Which lines of the entries below hold the word "Brodolini"? Report each of them.

### Information provided
----

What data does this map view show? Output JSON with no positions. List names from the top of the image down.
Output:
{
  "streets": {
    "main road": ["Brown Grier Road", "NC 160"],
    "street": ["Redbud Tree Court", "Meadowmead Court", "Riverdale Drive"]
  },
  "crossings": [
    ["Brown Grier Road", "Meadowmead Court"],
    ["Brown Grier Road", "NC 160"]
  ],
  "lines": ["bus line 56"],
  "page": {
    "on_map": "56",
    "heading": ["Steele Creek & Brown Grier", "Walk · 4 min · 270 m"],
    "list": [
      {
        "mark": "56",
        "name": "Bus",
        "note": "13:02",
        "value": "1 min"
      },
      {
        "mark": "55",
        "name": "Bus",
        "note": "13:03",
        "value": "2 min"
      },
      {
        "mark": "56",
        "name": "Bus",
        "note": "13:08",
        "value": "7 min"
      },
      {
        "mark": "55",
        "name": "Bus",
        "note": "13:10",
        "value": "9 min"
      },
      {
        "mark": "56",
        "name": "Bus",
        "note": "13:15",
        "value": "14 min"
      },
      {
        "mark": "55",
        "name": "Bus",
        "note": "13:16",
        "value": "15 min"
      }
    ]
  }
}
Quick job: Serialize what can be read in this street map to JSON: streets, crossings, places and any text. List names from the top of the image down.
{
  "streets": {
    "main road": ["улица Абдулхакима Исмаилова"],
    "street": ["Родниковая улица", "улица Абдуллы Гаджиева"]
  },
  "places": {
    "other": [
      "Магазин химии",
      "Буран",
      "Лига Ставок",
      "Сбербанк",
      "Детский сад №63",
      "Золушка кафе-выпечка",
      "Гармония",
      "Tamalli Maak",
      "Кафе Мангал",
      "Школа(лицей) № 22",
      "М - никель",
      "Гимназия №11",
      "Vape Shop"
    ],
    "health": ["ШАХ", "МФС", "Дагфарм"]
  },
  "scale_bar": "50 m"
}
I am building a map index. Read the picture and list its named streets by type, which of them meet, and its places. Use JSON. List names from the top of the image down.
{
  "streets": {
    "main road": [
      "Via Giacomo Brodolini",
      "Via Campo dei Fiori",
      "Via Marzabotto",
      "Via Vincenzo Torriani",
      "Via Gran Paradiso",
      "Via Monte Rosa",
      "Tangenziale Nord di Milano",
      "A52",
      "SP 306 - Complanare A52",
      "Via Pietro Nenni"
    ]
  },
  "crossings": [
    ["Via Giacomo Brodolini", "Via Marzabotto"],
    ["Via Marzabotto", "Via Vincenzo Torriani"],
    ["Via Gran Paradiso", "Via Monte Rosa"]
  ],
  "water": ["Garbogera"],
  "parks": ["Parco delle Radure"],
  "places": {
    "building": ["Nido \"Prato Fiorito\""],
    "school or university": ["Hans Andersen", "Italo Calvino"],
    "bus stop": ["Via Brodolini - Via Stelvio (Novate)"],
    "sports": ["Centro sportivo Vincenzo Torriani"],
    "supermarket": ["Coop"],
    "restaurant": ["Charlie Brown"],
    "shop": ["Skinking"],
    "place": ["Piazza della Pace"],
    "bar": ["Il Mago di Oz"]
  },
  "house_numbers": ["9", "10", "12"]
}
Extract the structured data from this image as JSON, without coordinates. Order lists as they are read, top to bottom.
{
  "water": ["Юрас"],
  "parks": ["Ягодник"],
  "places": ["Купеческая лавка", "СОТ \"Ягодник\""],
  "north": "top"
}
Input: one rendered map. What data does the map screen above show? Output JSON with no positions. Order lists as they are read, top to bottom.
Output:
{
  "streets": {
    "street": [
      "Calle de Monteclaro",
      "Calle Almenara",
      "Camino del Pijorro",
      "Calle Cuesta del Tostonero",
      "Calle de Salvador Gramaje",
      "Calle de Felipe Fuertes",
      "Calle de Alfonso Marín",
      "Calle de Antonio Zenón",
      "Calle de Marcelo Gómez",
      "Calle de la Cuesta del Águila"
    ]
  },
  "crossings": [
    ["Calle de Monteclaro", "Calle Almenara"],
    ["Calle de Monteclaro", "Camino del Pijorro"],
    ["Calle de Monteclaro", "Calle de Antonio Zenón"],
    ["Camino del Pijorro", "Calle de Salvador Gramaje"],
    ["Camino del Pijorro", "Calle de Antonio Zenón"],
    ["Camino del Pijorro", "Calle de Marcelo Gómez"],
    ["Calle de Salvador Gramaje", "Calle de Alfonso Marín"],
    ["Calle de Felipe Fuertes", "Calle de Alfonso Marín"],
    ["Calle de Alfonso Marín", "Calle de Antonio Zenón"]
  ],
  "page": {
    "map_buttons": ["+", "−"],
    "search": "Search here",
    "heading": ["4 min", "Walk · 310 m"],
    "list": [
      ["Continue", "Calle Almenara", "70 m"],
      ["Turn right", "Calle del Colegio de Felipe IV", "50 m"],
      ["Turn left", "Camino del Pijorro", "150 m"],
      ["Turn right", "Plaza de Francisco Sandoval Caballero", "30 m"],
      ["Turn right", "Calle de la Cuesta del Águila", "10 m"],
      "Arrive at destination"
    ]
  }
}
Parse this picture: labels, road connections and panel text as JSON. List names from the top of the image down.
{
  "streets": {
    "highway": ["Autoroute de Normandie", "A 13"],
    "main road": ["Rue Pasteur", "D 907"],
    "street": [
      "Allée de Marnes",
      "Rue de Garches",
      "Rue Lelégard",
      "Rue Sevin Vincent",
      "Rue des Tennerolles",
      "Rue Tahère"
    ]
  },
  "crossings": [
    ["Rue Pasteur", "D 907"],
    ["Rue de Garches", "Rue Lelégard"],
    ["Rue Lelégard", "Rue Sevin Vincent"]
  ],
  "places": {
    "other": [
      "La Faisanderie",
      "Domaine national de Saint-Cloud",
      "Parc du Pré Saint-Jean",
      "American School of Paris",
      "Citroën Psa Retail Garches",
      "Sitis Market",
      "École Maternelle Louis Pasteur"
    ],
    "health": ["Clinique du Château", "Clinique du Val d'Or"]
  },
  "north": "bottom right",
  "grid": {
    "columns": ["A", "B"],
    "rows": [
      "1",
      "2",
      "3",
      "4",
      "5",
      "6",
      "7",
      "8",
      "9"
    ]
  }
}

----

### Finished exercise
      "Via Giacomo Brodolini",
    ["Via Giacomo Brodolini", "Via Marzabotto"],
    "bus stop": ["Via Brodolini - Via Stelvio (Novate)"],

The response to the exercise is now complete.